From 1968 to 2008, WSM-FM was the sister of the legendary clear-channel WSM-AM. The station is now owned by Cumulus Media and no longer has any organizational relation to the AM.
Contents |
[edit] History
[edit] Original WSM-FM, 1941-1951
The National Life and Accident Insurance Company, owners of WSM-AM, became the first commercial broadcaster in the U.S. to receive an FM license from the Federal Communications Commission in 1941. Originally known as W47NV, the station operated for about 10 years, until NL&AI realized that few area households had FM radio receivers and that its commercial potential was lacking, unlike the company's television station, WSM-TV (now WSMV). NL&AI shut down WSM-FM in 1951 and returned the license to the FCC.
[edit] Early 95.5 MHz Operations, 1962-1976
The present-day FM began broadcasting on November 1, 1962 as WLWM-FM, owned by C. Webber Parrish (d/b/a Barlane Broadcasting Corporation), a local Nashville businessman[1]. NL&AI purchased the 95.5 MHz frequency from Parrish in 1968, and after a short period of simulcasting the AM, programmed an easy listening format (probably the format WLWM used) on it from 1969 until early 1976.
[edit] SM95, 1976-1983
Afterward, NL&AI allowed a change (despite some management misgivings) to a soft-rock playlist that was very broad by today's standards; during those years, the station adopted the branding "SM95".
In demographics, the station went after an audience of people in their twenties and thirties who, obviously enough, wanted something more musically interesting than easy listening but disliked the harder and louder rock (or disco) that was becoming popular among teenagers then. SM95 was one of the few outlets in the nation for upcoming singer-songwriters to get airplay without having a smash record elsewhere; some of the artists were in fact Nashville-based, reflecting the growth in non-country artists recording there. One might consider the moderately eclectic format a forerunner of the "adult alternative" playlists that achieved some success years later, in the 1990s and early 2000s.
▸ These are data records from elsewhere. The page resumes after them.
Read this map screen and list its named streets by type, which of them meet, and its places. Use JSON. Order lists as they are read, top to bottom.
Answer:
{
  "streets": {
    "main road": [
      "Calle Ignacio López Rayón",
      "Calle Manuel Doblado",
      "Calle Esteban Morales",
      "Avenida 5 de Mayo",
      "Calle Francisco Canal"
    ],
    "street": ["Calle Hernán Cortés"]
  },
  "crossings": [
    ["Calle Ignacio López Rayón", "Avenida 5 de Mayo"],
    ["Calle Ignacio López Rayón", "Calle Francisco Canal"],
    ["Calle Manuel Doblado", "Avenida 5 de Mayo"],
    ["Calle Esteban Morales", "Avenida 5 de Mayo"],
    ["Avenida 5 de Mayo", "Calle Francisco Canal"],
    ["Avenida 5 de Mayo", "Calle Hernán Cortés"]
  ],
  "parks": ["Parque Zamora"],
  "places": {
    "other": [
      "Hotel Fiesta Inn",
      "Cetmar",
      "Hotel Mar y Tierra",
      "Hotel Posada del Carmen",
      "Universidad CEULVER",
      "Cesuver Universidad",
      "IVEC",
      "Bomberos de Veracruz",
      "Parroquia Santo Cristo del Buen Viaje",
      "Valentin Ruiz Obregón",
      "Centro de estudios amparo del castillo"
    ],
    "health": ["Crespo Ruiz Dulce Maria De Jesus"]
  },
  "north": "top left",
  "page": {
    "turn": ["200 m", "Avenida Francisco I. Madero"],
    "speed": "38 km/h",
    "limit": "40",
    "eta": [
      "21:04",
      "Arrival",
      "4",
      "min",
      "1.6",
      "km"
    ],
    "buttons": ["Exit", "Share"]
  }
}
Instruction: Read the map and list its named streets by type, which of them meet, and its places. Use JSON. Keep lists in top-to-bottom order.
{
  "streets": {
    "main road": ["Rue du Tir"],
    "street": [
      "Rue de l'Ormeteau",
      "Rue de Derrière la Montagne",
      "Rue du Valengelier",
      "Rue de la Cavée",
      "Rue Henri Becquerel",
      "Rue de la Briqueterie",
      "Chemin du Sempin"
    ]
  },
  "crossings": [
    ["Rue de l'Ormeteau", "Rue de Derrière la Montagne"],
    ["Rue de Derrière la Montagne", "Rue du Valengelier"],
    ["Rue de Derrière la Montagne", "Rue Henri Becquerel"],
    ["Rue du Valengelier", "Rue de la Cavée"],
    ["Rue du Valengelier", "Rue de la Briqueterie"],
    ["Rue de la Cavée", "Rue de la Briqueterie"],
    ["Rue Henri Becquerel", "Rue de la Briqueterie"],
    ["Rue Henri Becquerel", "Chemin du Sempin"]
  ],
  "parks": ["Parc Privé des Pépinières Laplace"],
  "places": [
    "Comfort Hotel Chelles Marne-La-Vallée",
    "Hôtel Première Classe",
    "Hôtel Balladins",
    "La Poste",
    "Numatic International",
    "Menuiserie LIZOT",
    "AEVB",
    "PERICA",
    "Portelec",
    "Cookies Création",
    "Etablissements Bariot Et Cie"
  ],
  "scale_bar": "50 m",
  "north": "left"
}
Former SM95 disc jockey Nick Archer operated a Live 365 internet-only streaming re-creation of the station's format (featuring the original station IDs and jingles) from November 2001 until February 2008, almost longer than the original broadcast station's run.
[edit] Nashville 95/The Wolf, 1983-present
The ratings of SM95, however, began to decline (and thus advertiser appeal) as its audience began aging in the early 1980s. By 1983, some four years after the conversion of the AM to a full-time country format and after the sale of WSM, Inc. to Gaylord Broadcasting, management decided to bring the FM in line with the AM, and brought in country (with an emphasis on current hits, instead of the AM's emphasis on oldies) full-time. Gaylord moved the studios of both AM and FM to the Opryland Hotel complex at that time, from their 1970s home on Knob Road in west Nashville, where former sister TV station WSMV still operates today.
For most of the 1980s and 1990s, 95.5 FM was a highly-competitive, yet usually #2 (behind rival WSIX-FM), country station. For much of the 1980s and 1990s, the station was branded as "Nashville 95". However, upon the arrival of a fourth country station in the market in 1999 (the legendary FM rocker WKDF, which shocked longtime Nashvillians by changing formats), WSM-FM fell to a distant third place, and sometimes fell to fourth behind then-sister WSM-AM. In September 2004, the station adopted a revised country format, referred to as "The Wolf," in an attempt to again become competitive in Nashville's highly-competitive country radio market; early indications are that it is boosting Arbitron ratings considerably, and the station is approaching the #1 spot, held in recent times by WSIX. The FM generally has gone after a younger demographic than the AM, whose appeal to older listeners and devotees of traditional styles of country is unique.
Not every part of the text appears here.